Lilly Ledbetter, an icon of the fight for equal pay, has died at 86
NEW YORK — Lilly Ledbetter, a former Alabama factory manager whose lawsuit against her employer made her an icon of the equal pay movement and led to landmark wage discrimination legislation, has died at 86.
Ledbetter’s discovery that she was earning less than her male counterparts for doing the same job at a Goodyear Tire & Rubber Co. plant in Alabama led to her lawsuit, which ultimately failed when the Supreme Court ruled in 2007 that she had filed her complaint too late. The court ruled that workers must file lawsuits within six months of first receiving a discriminatory paycheck — in Ledbetter’s case, years before she learned about the disparity through an anonymous letter.

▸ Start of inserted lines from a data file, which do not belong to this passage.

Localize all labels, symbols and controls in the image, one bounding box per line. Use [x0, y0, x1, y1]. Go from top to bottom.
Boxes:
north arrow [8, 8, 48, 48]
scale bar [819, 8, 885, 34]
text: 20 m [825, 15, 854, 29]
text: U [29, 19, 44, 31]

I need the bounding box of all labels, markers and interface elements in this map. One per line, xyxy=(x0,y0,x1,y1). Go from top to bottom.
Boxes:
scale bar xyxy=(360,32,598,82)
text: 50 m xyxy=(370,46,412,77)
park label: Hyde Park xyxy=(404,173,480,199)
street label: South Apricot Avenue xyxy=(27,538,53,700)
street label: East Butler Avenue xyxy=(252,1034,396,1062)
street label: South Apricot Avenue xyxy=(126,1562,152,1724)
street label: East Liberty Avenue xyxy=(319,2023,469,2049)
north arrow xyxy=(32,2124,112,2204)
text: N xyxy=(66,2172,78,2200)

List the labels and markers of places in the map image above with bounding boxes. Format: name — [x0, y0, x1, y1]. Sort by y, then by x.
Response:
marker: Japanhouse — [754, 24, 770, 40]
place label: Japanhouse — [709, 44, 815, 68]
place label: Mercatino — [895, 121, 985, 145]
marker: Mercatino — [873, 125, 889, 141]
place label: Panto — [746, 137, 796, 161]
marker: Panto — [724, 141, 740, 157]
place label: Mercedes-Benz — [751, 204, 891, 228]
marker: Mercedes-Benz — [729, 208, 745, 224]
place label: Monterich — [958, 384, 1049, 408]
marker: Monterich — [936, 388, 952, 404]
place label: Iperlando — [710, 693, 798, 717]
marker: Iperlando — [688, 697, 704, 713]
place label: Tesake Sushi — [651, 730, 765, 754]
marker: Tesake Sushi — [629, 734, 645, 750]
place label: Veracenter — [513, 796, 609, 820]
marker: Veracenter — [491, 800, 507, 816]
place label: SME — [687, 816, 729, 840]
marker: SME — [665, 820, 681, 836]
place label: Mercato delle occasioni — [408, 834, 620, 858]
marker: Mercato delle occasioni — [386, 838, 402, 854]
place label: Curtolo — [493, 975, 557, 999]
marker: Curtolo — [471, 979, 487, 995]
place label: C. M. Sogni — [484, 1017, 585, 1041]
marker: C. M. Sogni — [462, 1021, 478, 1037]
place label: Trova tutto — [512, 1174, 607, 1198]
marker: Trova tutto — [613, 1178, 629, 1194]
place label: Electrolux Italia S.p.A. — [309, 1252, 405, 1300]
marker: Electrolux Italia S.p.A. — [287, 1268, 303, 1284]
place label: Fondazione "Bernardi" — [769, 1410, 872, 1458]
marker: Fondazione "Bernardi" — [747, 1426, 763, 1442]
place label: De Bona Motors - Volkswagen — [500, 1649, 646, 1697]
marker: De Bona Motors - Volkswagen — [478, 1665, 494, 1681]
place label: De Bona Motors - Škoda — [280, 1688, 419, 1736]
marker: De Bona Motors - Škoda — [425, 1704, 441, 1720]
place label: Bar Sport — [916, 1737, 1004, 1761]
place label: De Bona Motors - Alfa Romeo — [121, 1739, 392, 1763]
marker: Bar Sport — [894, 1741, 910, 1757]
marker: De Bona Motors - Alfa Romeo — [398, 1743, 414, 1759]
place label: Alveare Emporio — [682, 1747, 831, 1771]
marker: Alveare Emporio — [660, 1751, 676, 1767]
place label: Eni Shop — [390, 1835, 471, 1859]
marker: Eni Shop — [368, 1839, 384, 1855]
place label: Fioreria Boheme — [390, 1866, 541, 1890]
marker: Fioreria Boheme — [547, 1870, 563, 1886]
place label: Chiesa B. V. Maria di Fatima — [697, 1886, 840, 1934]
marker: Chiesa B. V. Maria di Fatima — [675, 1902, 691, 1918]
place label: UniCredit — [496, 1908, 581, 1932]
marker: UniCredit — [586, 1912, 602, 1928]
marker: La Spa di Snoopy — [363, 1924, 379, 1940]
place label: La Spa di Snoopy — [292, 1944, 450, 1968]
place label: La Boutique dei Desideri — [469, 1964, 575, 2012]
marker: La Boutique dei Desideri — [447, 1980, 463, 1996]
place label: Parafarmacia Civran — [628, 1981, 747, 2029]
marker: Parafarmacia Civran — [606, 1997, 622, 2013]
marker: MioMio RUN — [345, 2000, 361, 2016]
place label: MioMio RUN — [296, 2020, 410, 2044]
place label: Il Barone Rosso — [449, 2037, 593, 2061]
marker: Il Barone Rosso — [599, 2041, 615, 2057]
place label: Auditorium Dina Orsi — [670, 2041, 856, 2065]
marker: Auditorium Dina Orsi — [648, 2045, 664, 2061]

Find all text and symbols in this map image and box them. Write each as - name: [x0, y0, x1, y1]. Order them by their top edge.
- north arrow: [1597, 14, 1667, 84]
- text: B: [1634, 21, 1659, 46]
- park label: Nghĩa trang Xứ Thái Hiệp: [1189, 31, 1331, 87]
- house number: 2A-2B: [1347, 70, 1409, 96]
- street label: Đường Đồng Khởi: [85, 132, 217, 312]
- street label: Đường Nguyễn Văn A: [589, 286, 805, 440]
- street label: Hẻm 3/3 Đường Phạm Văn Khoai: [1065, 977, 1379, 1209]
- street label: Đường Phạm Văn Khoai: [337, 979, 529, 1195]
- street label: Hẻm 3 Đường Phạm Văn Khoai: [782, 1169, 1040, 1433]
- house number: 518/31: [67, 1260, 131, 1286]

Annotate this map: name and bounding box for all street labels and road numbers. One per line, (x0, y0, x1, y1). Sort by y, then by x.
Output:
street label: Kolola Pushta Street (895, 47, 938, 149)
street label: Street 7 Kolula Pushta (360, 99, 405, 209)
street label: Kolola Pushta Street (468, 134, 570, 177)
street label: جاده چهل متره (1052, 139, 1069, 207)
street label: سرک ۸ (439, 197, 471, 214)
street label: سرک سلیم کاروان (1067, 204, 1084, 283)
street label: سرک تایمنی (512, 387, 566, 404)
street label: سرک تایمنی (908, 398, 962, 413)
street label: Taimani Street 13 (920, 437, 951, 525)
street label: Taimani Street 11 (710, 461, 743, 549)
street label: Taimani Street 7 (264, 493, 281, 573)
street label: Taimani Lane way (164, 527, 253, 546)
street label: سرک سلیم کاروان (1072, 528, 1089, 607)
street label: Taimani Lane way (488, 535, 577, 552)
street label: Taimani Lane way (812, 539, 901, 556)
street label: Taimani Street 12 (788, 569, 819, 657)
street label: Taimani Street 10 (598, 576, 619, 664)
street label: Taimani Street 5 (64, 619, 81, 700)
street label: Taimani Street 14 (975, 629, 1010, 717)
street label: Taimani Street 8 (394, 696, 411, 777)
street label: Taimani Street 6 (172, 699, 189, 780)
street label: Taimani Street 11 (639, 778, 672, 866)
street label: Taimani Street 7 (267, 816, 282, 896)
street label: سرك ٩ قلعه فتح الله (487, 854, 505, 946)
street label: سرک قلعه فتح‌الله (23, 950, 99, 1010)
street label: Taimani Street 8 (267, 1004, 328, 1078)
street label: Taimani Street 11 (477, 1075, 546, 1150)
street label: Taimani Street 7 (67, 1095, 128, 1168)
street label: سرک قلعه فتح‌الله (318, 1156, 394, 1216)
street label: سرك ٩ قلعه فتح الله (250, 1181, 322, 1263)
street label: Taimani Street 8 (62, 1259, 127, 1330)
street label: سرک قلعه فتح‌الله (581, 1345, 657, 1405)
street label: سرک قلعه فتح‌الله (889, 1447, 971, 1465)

Two years later, former President Barack Obama signed into the law the Lilly Ledbetter Fair Pay Act, which gave workers the right to sue within 180 days of receiving each discriminatory paycheck, not just the first one.
“Lilly Ledbetter never set out to be a trailblazer or a household name. She just wanted to be paid the same as a man for her hard work,” Obama said in a statement Monday. “Lilly did what so many Americans before her have done: setting her sights high for herself and even higher for her children and grandchildren.”
A statement from Ledbetter’s family said she “passed away peacefully” on Saturday surrounded by loved ones.
Ledbetter continued campaigning for equal pay policies for the rest of her life. Last week, she was awarded the Future Is Female Lifetime Achievement Award by Advertising Week, and a film about her life starring Patricia Clarkson premiered at the Hamptons International Film Festival.
“She lost her case and she never saw a dime but she was a tireless advocate for all of us,” said Deborah Vagins, director of Equal Pay Today and the national campaign director of Equal Rights Advocates.
“Every now then, once in a generation, you meet these people who sacrifice everything for something even if it never benefits them,” added Vagins, who met Ledbetter and introduced her to then Sen.-Obama soon after the Supreme Court ruling galvanized the movement for what would become the Ledbetter Act.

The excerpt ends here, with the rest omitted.